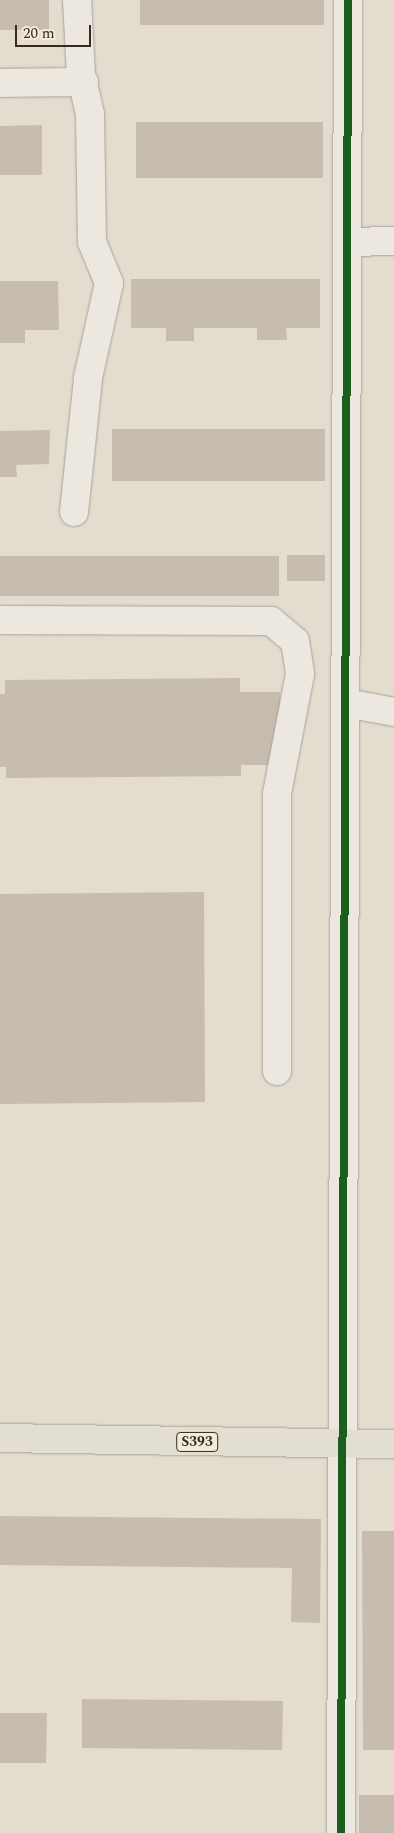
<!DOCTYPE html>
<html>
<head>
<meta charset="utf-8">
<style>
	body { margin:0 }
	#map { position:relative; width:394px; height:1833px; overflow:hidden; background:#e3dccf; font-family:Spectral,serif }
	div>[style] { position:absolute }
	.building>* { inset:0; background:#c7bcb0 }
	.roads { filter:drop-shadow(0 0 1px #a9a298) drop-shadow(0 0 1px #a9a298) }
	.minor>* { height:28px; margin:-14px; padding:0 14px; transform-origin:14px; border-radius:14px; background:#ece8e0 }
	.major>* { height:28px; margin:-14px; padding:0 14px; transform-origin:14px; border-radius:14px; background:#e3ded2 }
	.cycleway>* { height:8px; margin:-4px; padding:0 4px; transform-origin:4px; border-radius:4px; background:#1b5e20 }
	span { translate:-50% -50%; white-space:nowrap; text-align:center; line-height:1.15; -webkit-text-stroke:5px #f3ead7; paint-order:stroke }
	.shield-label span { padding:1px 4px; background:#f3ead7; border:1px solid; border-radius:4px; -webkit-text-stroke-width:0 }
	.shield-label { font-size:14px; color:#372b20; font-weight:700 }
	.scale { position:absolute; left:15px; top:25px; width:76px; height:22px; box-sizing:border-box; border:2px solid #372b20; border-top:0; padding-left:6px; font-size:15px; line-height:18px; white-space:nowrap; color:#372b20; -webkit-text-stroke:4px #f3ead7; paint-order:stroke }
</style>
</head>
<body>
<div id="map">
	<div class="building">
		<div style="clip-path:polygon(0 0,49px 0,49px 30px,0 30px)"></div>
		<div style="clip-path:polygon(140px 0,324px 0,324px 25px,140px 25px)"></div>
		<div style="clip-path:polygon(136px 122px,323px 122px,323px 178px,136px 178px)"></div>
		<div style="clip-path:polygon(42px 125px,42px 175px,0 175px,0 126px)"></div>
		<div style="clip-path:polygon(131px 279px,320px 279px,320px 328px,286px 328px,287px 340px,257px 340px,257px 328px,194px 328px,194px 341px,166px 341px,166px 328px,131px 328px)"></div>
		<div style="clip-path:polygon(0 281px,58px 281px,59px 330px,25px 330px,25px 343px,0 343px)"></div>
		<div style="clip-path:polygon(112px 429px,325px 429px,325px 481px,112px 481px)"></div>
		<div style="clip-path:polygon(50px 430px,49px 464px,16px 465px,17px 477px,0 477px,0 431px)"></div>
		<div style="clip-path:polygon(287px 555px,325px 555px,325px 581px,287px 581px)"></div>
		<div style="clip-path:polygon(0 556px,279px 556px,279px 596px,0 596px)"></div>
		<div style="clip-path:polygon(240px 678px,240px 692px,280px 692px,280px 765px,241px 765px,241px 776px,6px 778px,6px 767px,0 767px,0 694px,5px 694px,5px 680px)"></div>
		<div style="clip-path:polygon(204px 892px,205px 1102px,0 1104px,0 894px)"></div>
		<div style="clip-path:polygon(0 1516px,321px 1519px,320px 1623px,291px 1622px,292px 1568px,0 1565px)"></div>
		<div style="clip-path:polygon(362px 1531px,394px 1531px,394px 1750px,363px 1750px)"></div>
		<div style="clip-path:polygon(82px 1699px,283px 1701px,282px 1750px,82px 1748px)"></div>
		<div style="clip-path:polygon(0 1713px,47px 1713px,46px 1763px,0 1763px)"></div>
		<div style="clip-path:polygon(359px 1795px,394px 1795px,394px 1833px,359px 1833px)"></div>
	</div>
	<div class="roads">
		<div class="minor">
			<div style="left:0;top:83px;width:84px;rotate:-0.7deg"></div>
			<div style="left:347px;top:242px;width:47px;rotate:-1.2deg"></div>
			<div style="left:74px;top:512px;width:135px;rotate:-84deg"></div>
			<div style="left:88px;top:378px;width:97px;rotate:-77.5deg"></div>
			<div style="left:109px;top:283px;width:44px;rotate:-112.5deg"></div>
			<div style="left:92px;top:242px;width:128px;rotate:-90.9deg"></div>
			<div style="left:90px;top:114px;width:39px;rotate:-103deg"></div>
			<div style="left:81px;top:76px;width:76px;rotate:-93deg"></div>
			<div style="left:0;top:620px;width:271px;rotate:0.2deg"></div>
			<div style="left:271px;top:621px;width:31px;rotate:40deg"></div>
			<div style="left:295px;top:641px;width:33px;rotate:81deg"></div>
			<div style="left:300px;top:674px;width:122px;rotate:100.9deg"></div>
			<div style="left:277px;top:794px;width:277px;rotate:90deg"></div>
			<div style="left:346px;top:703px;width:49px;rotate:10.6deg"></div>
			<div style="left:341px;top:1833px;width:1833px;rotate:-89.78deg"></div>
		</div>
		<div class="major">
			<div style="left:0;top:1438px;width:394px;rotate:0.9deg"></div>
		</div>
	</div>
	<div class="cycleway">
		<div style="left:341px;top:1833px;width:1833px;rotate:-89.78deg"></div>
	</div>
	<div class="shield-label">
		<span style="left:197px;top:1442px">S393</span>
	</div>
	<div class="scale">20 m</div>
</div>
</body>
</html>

▶ _Work item_
Copy the lines exactly as they appear from the opening of the entries above through the line with "filter:drop-shadow(0 0 1px", excluding all pictures.

▶ _Output of the exercise_
<!DOCTYPE html>
<html>
<head>
<meta charset="utf-8">
<style>
	body { margin:0 }
	#map { position:relative; width:394px; height:1833px; overflow:hidden; background:#e3dccf; font-family:Spectral,serif }
	div>[style] { position:absolute }
	.building>* { inset:0; background:#c7bcb0 }
	.roads { filter:drop-shadow(0 0 1px #a9a298) drop-shadow(0 0 1px #a9a298) }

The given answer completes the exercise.